- RECORDS SHOWN:
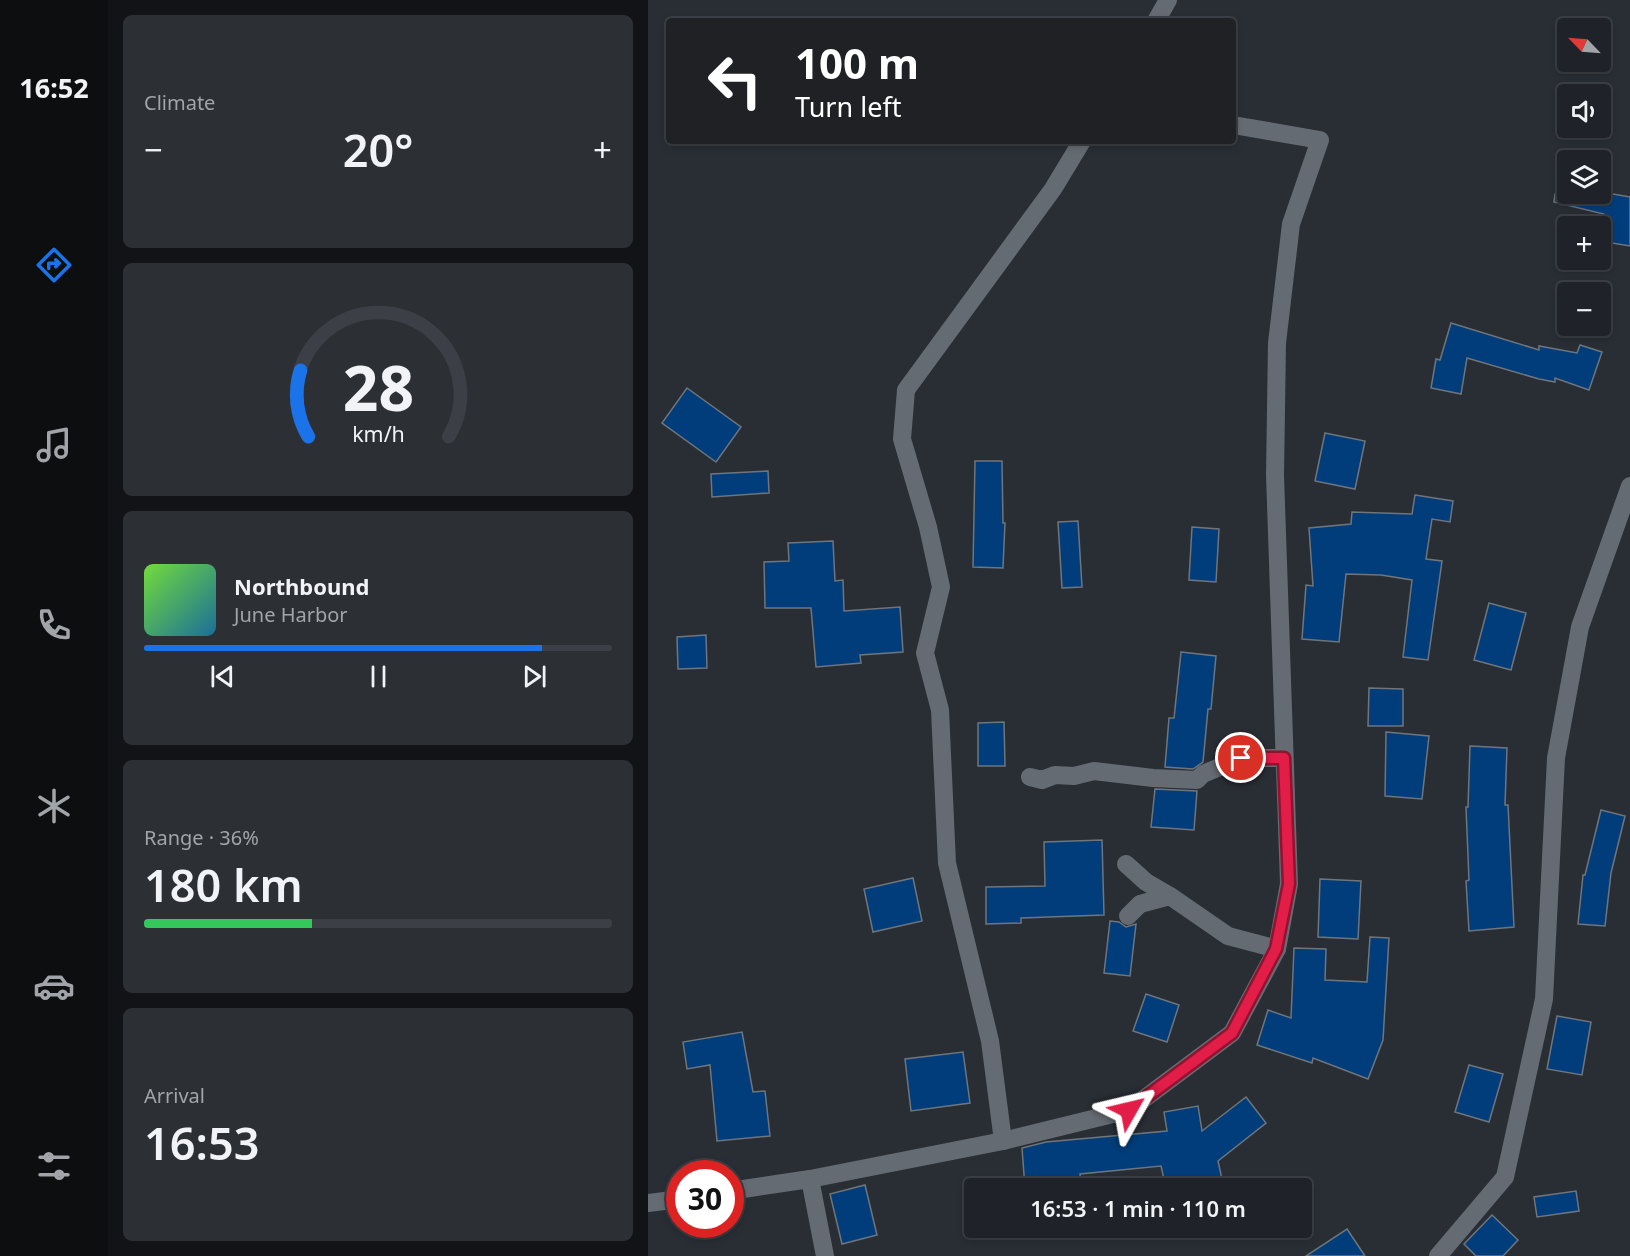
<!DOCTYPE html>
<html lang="en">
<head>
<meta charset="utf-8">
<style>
	body { margin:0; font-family:"Noto Sans",sans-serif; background:#2c2f34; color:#f1f3f6; height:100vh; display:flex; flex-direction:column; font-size:22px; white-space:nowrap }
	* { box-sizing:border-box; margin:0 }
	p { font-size:20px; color:#a1a4a8 }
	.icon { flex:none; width:33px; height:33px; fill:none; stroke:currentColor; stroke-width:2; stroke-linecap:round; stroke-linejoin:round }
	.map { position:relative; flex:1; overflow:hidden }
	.drawer { display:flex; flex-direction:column; gap:15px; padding:15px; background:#111316; width:540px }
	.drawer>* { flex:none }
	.banner { position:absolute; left:18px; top:18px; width:570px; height:126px; border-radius:6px; box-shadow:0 3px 9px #0003,0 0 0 2px #3c3f45; background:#202124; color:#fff; overflow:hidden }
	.needle { width:39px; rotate:295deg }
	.controls { position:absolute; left:909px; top:18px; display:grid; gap:12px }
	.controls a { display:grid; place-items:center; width:54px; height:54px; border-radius:6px; background:#1f2228; box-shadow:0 3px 9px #0003,0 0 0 2px #3c3f45; font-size:30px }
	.speed { position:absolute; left:18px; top:1160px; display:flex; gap:12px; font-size:30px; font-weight:700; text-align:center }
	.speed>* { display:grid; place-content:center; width:78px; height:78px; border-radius:50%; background:#1f2228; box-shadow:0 3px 9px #0003,0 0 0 2px #3c3f45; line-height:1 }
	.speed .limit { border:9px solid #d22; background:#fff; color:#111 }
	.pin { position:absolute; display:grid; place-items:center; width:51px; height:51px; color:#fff; margin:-26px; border:3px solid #fff; border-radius:50%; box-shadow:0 2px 6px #0007 }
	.me { position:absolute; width:66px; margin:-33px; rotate:53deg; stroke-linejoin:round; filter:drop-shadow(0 0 4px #0008) }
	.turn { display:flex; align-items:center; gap:21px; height:126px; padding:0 30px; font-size:27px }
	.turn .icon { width:78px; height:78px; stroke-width:2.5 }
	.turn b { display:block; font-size:42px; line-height:51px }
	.big { font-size:45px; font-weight:600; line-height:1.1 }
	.drawer .card { flex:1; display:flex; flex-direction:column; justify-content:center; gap:9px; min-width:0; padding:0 21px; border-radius:9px; background:#2c2f34 }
	.drawer .dial { align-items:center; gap:0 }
	.dial svg { height:156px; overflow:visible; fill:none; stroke:#3c3f45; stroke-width:7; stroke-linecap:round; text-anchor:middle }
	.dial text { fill:#f1f3f6; stroke:none }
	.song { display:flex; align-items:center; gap:18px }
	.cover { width:72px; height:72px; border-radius:9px; background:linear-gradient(135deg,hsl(100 70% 55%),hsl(200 70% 35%)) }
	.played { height:6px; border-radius:3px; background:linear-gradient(90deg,#1a73e8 85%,#3c3f45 85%) }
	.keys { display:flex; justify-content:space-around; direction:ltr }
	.heat { display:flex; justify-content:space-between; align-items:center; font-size:33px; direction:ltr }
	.charge { height:9px; border-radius:4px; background:linear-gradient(90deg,#34c759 36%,#3c3f45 0) }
	.trip { position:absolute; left:316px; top:1178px; width:348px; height:60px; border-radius:6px; background:#1f2228; box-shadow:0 3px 9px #0003,0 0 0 2px #3c3f45; font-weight:600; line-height:60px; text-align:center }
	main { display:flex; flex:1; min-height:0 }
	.tab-bar { display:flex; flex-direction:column; width:108px; justify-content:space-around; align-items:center; background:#0c0e10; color:#a1a4a8 }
	.tab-bar .icon { width:42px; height:42px }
	.tab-bar .selected { color:#1a73e8 }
	.tab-bar b { font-size:27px; color:#f1f3f6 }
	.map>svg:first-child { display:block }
</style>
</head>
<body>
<main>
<nav class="tab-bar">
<b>16:52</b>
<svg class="icon selected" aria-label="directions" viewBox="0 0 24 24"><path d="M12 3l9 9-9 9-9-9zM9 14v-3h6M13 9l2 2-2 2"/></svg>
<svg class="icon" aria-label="music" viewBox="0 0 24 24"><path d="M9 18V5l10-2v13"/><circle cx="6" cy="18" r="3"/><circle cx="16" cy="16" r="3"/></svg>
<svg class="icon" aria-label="phone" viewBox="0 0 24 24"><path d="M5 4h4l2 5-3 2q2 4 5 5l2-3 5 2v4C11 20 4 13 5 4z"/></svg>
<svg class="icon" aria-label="climate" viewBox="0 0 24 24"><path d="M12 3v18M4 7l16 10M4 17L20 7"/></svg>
<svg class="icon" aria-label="car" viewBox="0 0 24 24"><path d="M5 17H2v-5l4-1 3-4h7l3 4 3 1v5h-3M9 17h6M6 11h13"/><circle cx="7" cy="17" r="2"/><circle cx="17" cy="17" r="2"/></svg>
<svg class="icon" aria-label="filters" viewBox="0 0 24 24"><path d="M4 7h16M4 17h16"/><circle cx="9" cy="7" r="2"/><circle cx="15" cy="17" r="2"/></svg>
</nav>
<section class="drawer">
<div class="card"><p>Climate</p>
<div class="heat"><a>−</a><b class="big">20°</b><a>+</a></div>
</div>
<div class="card dial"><svg viewBox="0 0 100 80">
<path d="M14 69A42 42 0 1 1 86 69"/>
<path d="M14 69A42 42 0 0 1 10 35" stroke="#1a73e8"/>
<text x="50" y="56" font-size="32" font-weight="700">28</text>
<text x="50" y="72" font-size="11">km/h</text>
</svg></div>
<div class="card">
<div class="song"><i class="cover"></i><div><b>Northbound</b><p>June Harbor</p></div></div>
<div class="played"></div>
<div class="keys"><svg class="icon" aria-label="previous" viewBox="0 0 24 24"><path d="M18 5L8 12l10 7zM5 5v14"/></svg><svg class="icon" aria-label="pause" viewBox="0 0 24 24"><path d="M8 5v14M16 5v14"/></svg><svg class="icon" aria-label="next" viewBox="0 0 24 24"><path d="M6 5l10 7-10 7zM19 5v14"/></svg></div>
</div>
<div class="card"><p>Range · 36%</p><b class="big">180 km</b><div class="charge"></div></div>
<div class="card"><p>Arrival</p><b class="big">16:53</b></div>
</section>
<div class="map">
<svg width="982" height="1256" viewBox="0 0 982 1256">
	<rect width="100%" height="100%" fill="#292e35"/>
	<g fill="#003d7a" stroke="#6f757c" stroke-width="1.5">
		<path d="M 907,194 L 965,194 L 982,197 L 982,246 L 952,241 L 956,214 L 906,202 Z"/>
		<path d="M 803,323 L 891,350 L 891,346 L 929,353 L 932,345 L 954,352 L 941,390 L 907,378 L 907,382 L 891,379 L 819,358 L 813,394 L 783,388 L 788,359 L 792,360 Z"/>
		<path d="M 39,388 L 93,427 L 68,462 L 14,423 Z"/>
		<path d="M 677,433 L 717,441 L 707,489 L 667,481 Z"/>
		<path d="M 327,461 L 354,461 L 355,523 L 357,523 L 355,568 L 325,567 Z"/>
		<path d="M 120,471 L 121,493 L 64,497 L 63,474 Z"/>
		<path d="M 767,495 L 805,501 L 802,522 L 784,519 L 778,559 L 794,561 L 780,660 L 755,657 L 764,580 L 733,575 L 698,574 L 691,642 L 654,639 L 658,585 L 665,586 L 661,528 L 703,524 L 704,512 L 764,514 Z"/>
		<path d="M 430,521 L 434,587 L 414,588 L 410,522 Z"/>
		<path d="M 544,527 L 571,529 L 568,582 L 541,580 Z"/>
		<path d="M 185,541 L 187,581 L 195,580 L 196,611 L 252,607 L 255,652 L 212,655 L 213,663 L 168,667 L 163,608 L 117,608 L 116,562 L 141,561 L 140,543 Z"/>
		<path d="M 841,603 L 878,613 L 863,670 L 826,660 Z"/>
		<path d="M 58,635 L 59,668 L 30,669 L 29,637 Z"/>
		<path d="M 533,652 L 568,656 L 563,709 L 560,709 L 555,762 L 545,769 L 517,767 L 521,718 L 526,718 Z"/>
		<path d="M 721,688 L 755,689 L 755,726 L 720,726 Z"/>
		<path d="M 356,722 L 357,766 L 330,766 L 330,723 Z"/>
		<path d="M 738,732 L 781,736 L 774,799 L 737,796 Z"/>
		<path d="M 822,746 L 859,748 L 857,805 L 860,805 L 866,927 L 821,931 L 818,881 L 821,880 L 818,807 L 820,807 Z"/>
		<path d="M 507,789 L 549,791 L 546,830 L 503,827 Z"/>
		<path d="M 953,810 L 977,816 L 963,873 L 957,926 L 930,924 L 935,875 L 937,875 Z"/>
		<path d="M 454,840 L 456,915 L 373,918 L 373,923 L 338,924 L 338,887 L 397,886 L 396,842 Z"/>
		<path d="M 265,878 L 274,921 L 225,932 L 216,889 Z"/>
		<path d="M 672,879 L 713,881 L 710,939 L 670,937 Z"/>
		<path d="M 462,921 L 471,922 L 478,927 L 488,924 L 482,976 L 456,973 Z"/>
		<path d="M 722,937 L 741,938 L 735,1040 L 720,1079 L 665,1058 L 664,1063 L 609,1045 L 620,1010 L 643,1018 L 646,948 L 678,949 L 677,980 L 719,982 Z"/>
		<path d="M 498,994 L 531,1005 L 519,1042 L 485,1031 Z"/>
		<path d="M 909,1016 L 943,1022 L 934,1075 L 899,1069 Z"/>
		<path d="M 94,1032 L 105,1092 L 117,1091 L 122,1136 L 69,1141 L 62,1065 L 39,1069 L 35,1042 Z"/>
		<path d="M 315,1052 L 322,1103 L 263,1111 L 257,1059 Z"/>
		<path d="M 821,1065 L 855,1074 L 841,1122 L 807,1112 Z"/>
		<path d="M 598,1097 L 618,1123 L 570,1161 L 576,1188 L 518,1188 L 513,1166 L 432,1174 L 433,1188 L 377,1188 L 374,1148 L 398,1142 L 519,1131 L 516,1112 L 550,1106 L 554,1131 Z"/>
		<path d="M 217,1185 L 229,1235 L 194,1244 L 182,1194 Z"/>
		<path d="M 928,1191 L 931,1211 L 889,1217 L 886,1197 Z"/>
		<path d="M 844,1215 L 870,1240 L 855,1256 L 828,1256 L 816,1244 Z"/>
		<path d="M 699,1229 L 717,1256 L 658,1256 Z"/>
	</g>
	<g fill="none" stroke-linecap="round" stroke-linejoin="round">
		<g stroke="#656b72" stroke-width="18">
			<path d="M 508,21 L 520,0"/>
			<path d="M 382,777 L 394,780 L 407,775 L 426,776 L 446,771 L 505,778 L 549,780 L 555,774 L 593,758 L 636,758"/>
			<path d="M 478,864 L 498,882 L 522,896"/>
			<path d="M 480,916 L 492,904 L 522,896 L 580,936 L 629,949"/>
			<path d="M 355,1141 L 342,1041 L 299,863 L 292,710 L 277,653 L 293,587 L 280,527 L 254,439 L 258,390 L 405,189 L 434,141"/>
			<path d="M 162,1179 L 177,1256"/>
			<path d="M 82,1191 L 162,1179 L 355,1141 L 481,1110 L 584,1033 L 629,949 L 641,884 L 627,475 L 629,343 L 643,224 L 672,140 L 585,125"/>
			<path d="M 0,1203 L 32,1199"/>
			<path d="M 790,1256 L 857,1177 L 896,999 L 908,758 L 932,627 L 982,486"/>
		</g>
	</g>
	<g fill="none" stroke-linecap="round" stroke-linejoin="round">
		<defs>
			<path id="route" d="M 481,1110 L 584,1033 L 628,949 L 641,884 L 636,758 L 593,758"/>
		</defs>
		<use href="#route" stroke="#92132f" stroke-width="15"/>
		<use href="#route" stroke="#e11d48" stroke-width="10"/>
	</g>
</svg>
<div class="controls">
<a><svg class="needle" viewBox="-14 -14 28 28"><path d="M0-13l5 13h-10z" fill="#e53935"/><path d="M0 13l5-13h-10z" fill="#a1a4a8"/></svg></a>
<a><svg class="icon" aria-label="sound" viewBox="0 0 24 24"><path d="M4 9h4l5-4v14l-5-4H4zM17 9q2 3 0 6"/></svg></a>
<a><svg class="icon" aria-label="layers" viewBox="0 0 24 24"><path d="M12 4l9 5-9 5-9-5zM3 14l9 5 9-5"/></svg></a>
<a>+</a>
<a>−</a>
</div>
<div class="speed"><div class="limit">30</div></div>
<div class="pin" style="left:593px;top:758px;background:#d93025"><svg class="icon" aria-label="arrive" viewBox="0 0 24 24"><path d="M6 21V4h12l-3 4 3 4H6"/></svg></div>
<svg class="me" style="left:481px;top:1110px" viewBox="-20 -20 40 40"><path d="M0-17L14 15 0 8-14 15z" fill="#e11d48" stroke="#fff" stroke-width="4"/></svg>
<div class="trip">16:53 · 1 min · 110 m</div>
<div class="banner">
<div class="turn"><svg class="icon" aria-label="left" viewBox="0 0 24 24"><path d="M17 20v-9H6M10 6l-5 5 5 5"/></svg><div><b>100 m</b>Turn left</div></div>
</div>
</div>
</main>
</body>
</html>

- TASK REQUIREMENTS:
Within the material, count each line that includes the word "played", and give the total by itself.

- SOLUTION FOR THIS EXERCISE:
2